Saturday, August 22, 2009

Ahhh......so a public option will work?

The New York Times has found a working example of a public health care option that may, or may not, put all your concerns to rest.
The early results are in. Today, almost all residents in the city have affordable access to a comprehensive health care delivery system through the Healthy San Francisco program.
This sounds like good news. However there are some caveats:
  • Mandated health spending by employers is substantially higher than in Massachusetts (which doesn't have a public option) or any of the national plans being considered by congress.
  • The public option is somewhat limited in that services are only available in San Francisco (it isn't technically insurance)
  • The costs are being passed on to consumers in the form of higher prices.
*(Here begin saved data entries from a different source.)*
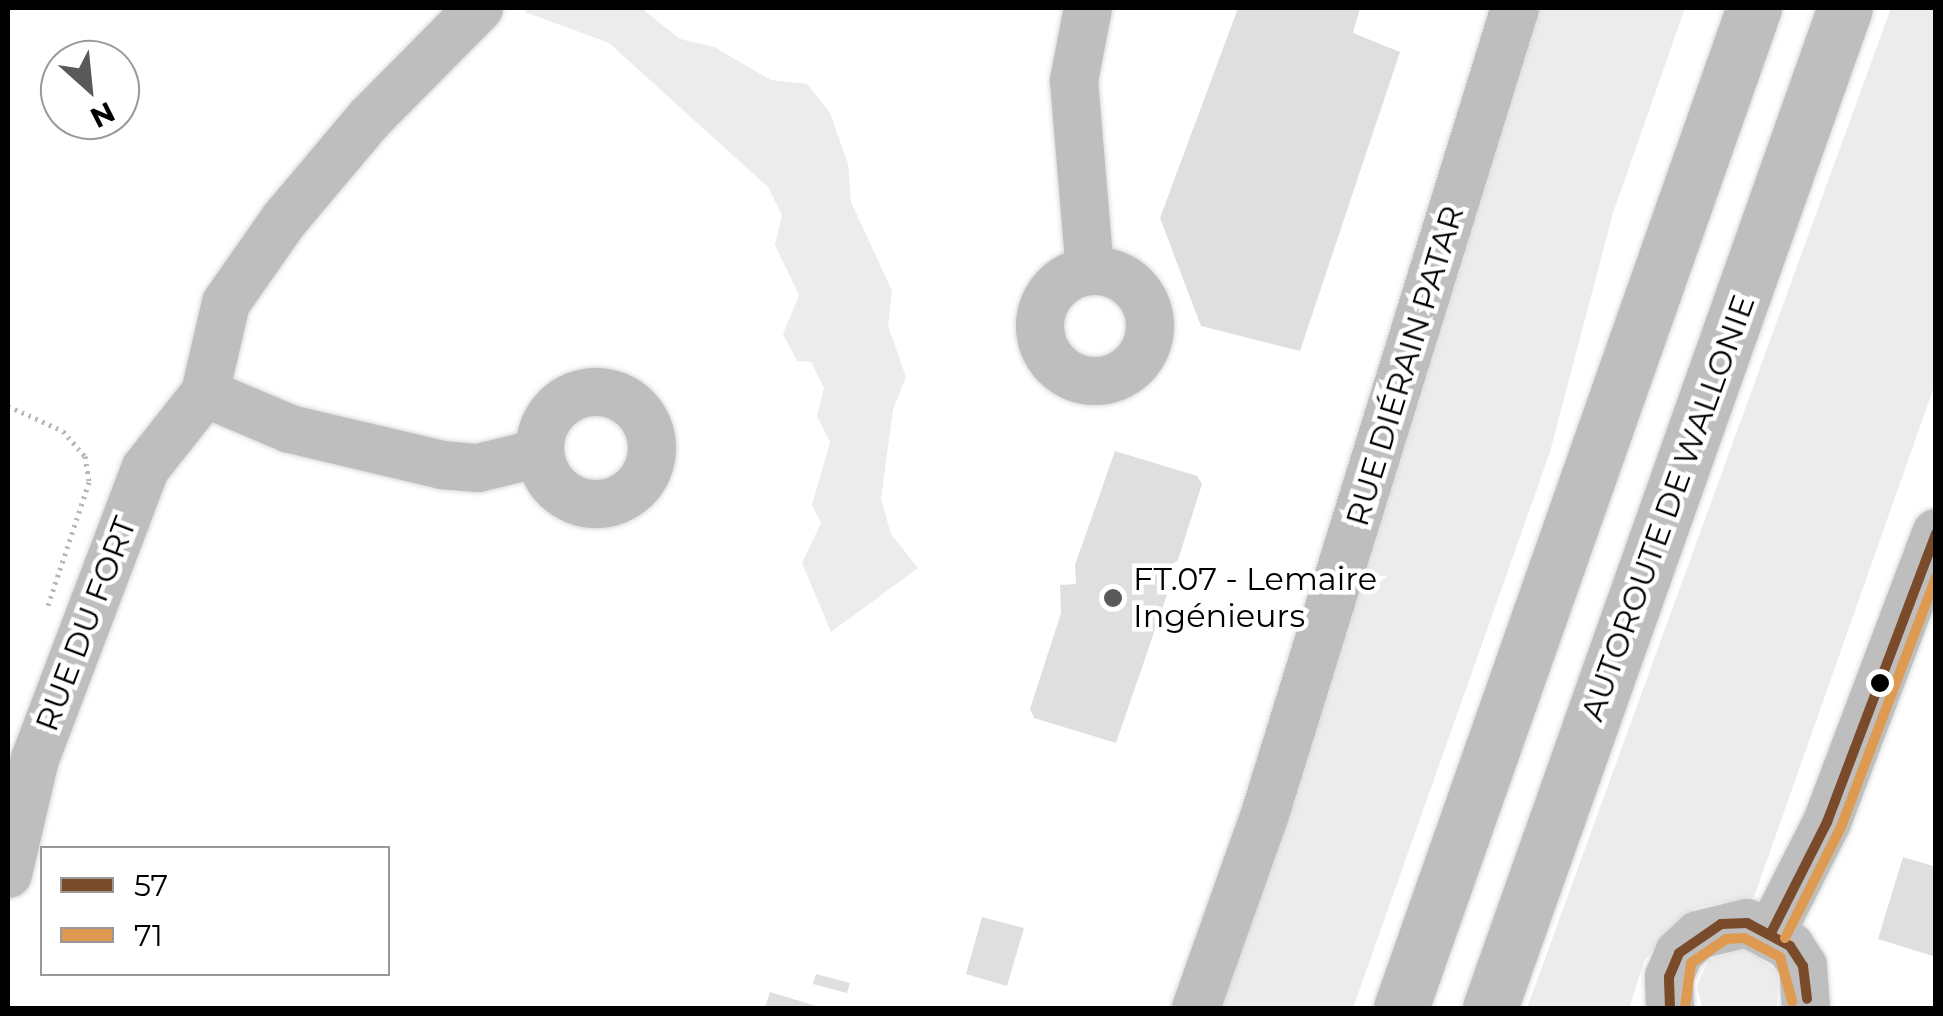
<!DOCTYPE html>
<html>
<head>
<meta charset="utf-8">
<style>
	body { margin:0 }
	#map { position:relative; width:1943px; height:1016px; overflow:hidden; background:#fff; font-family:Montserrat,sans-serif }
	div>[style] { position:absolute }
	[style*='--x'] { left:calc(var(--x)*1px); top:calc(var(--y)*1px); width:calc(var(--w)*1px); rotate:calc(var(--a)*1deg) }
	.green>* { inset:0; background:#ececec }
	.building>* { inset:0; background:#dfdfdf }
	.path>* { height:5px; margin-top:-2.5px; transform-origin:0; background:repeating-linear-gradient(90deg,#b9b9b9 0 2.5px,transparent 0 7.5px) }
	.roads { filter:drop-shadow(0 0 2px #dbdbdb) drop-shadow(0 0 2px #dbdbdb) }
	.minor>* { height:48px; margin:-24px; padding:0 24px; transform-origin:24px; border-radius:24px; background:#bebebe }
	.minor>.ring { margin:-24px; padding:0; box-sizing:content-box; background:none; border:48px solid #bebebe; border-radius:50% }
	.highway>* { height:55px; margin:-27.5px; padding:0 27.5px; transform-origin:27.5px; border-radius:27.5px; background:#bebebe }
	.bus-1>* { height:10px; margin:-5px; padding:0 5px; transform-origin:5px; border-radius:5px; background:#7a4b2a }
	.bus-2>* { height:10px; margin:-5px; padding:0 5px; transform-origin:5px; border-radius:5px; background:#de9a50 }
	.dots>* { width:28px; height:28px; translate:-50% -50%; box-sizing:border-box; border:5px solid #fff; border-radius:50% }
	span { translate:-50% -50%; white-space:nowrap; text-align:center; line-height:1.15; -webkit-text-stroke:9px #fff; paint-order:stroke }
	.street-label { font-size:32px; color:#000 }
	.poi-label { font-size:32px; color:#000 }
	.left { translate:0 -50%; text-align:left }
	.frame { position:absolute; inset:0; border:10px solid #000; pointer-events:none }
	.legend { position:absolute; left:40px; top:846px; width:350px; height:130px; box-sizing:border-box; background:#fff; border:2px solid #999; margin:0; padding:12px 18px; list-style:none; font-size:30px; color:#000 }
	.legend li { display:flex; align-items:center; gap:20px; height:50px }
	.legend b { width:50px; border:2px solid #999 }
	.north { position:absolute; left:40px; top:40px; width:100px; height:100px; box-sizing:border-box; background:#fff; border:2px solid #999; border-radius:50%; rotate:153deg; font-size:28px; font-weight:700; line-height:40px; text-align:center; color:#000 }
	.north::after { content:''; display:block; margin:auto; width:35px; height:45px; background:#595959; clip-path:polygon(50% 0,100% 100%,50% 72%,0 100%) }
</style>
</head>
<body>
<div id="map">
	<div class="green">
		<i style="clip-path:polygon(529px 8px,641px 8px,680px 39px,714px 47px,771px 80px,807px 84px,830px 113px,848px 164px,851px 202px,892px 291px,888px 326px,906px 377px,893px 410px,881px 499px,891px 534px,918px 568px,831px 632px,802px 563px,821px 523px,812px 505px,830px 442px,817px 416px,824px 388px,811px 362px,797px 361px,783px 334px,799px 295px,775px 245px,782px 215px,768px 187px,609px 43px,525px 12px)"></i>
		<i style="clip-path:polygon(1532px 8px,1685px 8px,1613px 213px,1550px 452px,1353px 1008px,1215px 1008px)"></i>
		<i style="clip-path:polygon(1891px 8px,1935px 8px,1935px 384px,1754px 897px,1696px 908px,1645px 959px,1629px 1008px,1527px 1008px)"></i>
		<i style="clip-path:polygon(1746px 947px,1778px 972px,1777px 1008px,1702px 1008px,1697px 986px,1708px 960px)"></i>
	</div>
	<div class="building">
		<i style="clip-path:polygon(1238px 8px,1360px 8px,1353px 33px,1400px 52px,1300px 351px,1201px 326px,1160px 218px)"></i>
		<i style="clip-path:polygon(1115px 451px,1197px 476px,1202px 484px,1178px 560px,1159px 574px,1168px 592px,1116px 743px,1034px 718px,1030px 709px,1061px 613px,1060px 585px,1076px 584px,1075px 565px)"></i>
		<i style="clip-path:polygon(1903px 857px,1936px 867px,1936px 957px,1878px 939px)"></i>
		<i style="clip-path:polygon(982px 917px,1024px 928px,1007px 986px,966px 974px)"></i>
		<i style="clip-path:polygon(816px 974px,850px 983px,847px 993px,813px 984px)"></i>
		<i style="clip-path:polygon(770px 992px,823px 1008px,765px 1008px)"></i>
	</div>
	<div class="path">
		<i style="--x:8;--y:406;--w:60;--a:24.4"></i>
		<i style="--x:63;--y:431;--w:33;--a:49"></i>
		<i style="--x:85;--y:456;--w:26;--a:81"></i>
		<i style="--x:89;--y:482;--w:133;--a:108.4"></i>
	</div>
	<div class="roads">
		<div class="minor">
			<i style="--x:1088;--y:8;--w:74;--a:100.9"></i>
			<i style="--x:1074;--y:81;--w:190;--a:85.2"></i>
			<i class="ring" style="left:1040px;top:271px;width:62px;height:62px"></i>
			<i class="ring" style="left:540px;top:392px;width:64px;height:64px"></i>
			<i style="--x:205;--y:393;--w:92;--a:23"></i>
			<i style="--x:290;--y:429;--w:156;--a:13.3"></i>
			<i style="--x:442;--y:465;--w:36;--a:5"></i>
			<i style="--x:478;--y:468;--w:64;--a:-13.6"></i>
			<i style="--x:8;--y:874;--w:118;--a:-76.8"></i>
			<i style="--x:35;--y:759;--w:310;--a:-69.2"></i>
			<i style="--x:145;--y:469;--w:97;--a:-51.7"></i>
			<i style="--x:205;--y:393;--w:92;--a:-76.9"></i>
			<i style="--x:226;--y:303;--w:101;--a:-55.1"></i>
			<i style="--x:284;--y:220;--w:133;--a:-49.9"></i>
			<i style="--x:370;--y:118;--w:155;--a:-45.3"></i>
			<i style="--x:1772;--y:931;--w:122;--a:-63.2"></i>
			<i style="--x:1827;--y:822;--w:309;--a:-69.3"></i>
			<i style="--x:1196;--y:1008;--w:209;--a:-70.4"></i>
			<i style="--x:1266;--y:811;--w:841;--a:-72.77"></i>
			<i style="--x:1670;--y:1008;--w:31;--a:-92"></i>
			<i style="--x:1669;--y:977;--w:26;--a:-67"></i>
			<i style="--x:1679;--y:953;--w:26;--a:-43"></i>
			<i style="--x:1698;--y:935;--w:50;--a:-13.8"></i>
			<i style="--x:1747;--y:923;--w:49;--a:28.1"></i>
			<i style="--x:1790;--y:946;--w:24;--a:57"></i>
			<i style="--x:1803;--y:966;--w:42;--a:85.9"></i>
		</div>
		<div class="highway">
			<i style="--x:1401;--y:1008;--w:1060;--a:-70.56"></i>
			<i style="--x:1490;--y:1008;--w:1061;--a:-70.46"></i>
		</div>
	</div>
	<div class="bus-1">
		<i style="--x:1772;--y:931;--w:122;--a:-63.2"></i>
		<i style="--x:1827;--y:822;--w:308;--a:-69.3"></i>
		<i style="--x:1670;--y:1008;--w:31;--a:-92"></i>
		<i style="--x:1669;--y:977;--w:26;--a:-67"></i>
		<i style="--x:1679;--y:953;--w:51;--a:-34.6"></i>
		<i style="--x:1721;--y:924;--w:26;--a:-2"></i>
		<i style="--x:1747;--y:923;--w:49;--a:28.1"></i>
		<i style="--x:1790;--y:946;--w:24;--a:57"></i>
		<i style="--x:1803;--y:966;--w:33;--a:83"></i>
	</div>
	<div class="bus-2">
		<i style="--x:1785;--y:938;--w:124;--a:-63.2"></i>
		<i style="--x:1841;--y:827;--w:267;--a:-69.2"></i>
		<i style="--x:1685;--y:1008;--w:45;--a:-82.4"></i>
		<i style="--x:1691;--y:963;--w:42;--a:-34.4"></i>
		<i style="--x:1726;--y:939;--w:18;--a:-3"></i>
		<i style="--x:1744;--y:938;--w:41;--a:27.8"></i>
		<i style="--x:1780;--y:957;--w:46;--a:74.7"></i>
	</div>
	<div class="dots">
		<i style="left:1113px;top:598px;background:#595959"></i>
		<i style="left:1880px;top:683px;background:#000"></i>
	</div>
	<div class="street-label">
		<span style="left:1405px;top:366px;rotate:-73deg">RUE DIÉRAIN PATAR</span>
		<span style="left:1668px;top:508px;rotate:-70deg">AUTOROUTE DE WALLONIE</span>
		<span style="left:86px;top:624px;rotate:-69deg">RUE DU FORT</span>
	</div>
	<div class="poi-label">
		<span class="left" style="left:1133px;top:598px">FT.07 - Lemaire<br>Ingénieurs</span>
	</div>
	<div class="frame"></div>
	<ul class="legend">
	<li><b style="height:12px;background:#7a4b2a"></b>57</li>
	<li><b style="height:12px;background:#de9a50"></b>71</li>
	</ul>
	<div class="north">N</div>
</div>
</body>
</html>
Healthcare surcharges are now common for service businesses.
Salient facts not mentioned in the Op-ed piece are that:
  • San Francisco started with an uninsured population of 60,000 out of a total population of 809,000. 7.4% uninsured is less than half the rate for the country as a whole.
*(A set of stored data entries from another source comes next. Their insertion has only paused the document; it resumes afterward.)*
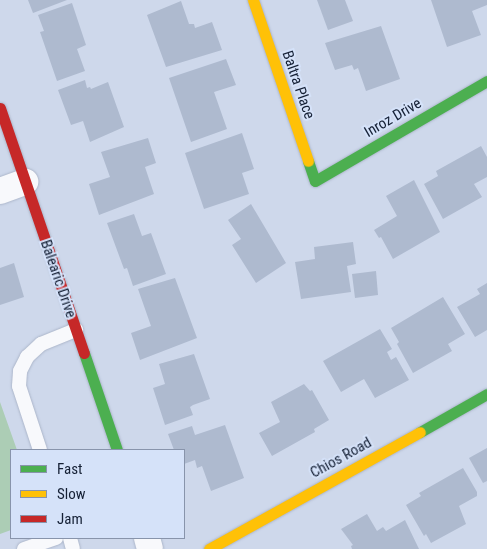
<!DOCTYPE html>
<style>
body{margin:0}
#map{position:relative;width:487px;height:549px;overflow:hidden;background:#ced8eb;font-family:"Roboto Condensed",sans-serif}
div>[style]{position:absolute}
.green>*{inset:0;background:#accdb5}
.building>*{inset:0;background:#aebacf}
.roads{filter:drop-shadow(0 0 1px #acb6ca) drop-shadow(0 0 1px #acb6ca)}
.lane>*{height:14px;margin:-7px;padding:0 7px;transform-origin:7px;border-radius:7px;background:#f8f9fc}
.street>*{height:26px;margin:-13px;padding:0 13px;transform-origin:13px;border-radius:13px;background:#f8f9fc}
.fast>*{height:11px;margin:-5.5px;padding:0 5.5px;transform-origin:5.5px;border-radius:5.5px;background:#4caf50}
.slow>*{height:11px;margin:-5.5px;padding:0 5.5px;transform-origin:5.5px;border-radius:5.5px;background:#ffc107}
.jam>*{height:11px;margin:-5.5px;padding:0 5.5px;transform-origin:5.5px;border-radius:5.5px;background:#c62828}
span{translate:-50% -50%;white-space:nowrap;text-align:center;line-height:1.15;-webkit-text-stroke:4px #d5e2f9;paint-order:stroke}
.street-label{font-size:15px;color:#152035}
.legend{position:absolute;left:10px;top:449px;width:175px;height:90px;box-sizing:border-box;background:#d5e2f9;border:1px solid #8894ab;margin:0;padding:6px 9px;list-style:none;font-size:15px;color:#152035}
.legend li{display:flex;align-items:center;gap:10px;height:25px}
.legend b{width:25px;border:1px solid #8894ab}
</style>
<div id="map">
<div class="green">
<i style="clip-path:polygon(0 402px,17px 450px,11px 450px,11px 530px,0 534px)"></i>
</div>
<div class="building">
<i style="clip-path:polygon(28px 0,67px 0,33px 13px)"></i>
<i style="clip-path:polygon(317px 0,345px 0,353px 21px,328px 30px)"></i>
<i style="clip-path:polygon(431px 0,487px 0,487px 5px,472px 11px,481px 35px,447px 47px)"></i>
<i style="clip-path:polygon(181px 1px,189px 24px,194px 24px,195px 28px,212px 22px,222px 50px,166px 67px,147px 15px)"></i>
<i style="clip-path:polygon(72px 3px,86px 45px,77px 49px,85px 71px,57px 81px,40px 32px,44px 31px,38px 15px)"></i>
<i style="clip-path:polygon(381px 26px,400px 79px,366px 91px,358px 68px,354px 70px,352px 65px,335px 70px,325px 43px)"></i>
<i style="clip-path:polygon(226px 59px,236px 85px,214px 92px,227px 129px,191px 142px,169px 78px)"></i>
<i style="clip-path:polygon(85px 80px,87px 88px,90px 87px,91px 89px,108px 82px,124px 127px,90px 142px,83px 121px,71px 125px,58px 90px)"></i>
<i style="clip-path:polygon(242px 133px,254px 169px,242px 173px,249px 194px,204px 209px,185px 153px)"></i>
<i style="clip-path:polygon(148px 138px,156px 163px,145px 167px,154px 194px,99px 215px,89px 184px,110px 177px,101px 152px)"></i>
<i style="clip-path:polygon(481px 146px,487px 157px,487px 177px,474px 184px,482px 197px,443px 219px,424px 184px,438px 176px,436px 171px)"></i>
<i style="clip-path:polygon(414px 180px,440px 232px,393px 259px,381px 237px,379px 238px,374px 230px,397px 216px,386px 196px)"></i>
<i style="clip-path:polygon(251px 204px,286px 263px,256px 283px,232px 245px,241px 239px,228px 220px)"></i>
<i style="clip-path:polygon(134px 214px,142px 236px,151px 233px,166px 274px,133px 286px,127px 268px,124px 269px,107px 223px)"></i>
<i style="clip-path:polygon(353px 242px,356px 264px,347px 266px,351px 292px,301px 299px,295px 262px,315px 259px,314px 247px)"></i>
<i style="clip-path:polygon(14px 263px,24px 297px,0 305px,0 268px)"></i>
<i style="clip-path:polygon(376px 271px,378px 295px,355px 298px,352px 274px)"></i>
<i style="clip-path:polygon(175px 278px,197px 338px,140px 360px,131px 333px,151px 326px,138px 289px)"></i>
<i style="clip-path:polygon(487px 283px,487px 330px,475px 337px,457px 307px,480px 294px,477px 289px)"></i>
<i style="clip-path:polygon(443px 297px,465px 334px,448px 344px,452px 351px,413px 373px,397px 344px,399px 342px,391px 328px)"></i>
<i style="clip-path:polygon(380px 329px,392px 349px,387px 352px,391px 360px,396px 357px,409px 380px,375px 398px,364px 379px,341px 392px,323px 361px)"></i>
<i style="clip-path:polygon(194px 354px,210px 399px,193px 405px,190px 407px,193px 415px,165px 425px,153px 388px,165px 384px,159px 364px)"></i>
<i style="clip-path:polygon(304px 384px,310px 391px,312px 390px,329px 420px,314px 429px,315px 432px,272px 456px,259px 433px,280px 422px,271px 402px)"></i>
<i style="clip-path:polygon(225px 425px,244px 478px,211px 491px,202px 466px,197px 468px,195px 460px,184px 464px,184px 450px,174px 450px,168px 434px,192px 426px,195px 435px)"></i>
<i style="clip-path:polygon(487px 448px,487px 481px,483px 483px,469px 458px)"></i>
<i style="clip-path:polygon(463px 468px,477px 492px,477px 496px,459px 506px,466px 524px,431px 543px,426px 534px,424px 536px,406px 505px,421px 496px,419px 493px)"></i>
<i style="clip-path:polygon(367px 514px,377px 531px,383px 527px,386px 531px,405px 520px,419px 549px,352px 549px,351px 546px,353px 545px,341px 529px)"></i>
</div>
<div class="roads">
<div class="lane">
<i style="left:40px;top:450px;width:67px;rotate:-108.2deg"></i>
<i style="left:19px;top:386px;width:15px;rotate:-86deg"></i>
<i style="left:20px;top:371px;width:16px;rotate:-63deg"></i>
<i style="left:27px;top:357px;width:19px;rotate:-43deg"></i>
<i style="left:41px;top:344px;width:38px;rotate:-22deg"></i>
<i style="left:70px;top:538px;width:11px;rotate:75deg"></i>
<i style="left:24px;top:549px;width:34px;rotate:-19deg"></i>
</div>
<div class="street">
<i style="left:0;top:191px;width:27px;rotate:-20deg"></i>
<i style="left:147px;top:538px;width:11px;rotate:75deg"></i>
</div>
<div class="fast">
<i style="left:308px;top:161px;width:21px;rotate:71deg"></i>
<i style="left:315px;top:181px;width:199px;rotate:-30.2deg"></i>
<i style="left:84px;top:353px;width:102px;rotate:71.2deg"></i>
<i style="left:420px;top:432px;width:77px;rotate:-29.6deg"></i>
</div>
<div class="slow">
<i style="left:253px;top:0;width:170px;rotate:71.1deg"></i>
<i style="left:209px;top:549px;width:241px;rotate:-29deg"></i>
</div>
<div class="jam">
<i style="left:0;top:108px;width:259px;rotate:71.1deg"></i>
</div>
</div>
<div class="street-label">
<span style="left:298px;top:85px;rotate:71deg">Baltra Place</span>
<span style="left:393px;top:118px;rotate:-30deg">Inroz Drive</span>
<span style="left:58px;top:279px;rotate:71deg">Balearic Drive</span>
<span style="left:341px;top:458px;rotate:-29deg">Chios Road</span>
</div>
<ul class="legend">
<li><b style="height:6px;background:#4caf50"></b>Fast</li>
<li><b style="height:6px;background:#ffc107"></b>Slow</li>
<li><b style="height:6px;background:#c62828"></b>Jam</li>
</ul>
</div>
  • In the the last census the City and County of San Francisco was 19th wealthiest county in the US with a per capita income 1.5 times that of the country as a whole.
So, one of the richest counties in the country was able to institute a very expensive health scheme that includes a public option in order to cover a relatively small uninsured population. Furthermore, this has not resulted in obvious negative employment consequences or dumping of employees onto the public option because employers have been able to pass on most of the cost to consumers and the mandated employer spending is so high that the public option doesn't really compete with private insurance.

On the whole, it appears that San Francisco's plan works by being not very much like anything that the administration is proposing.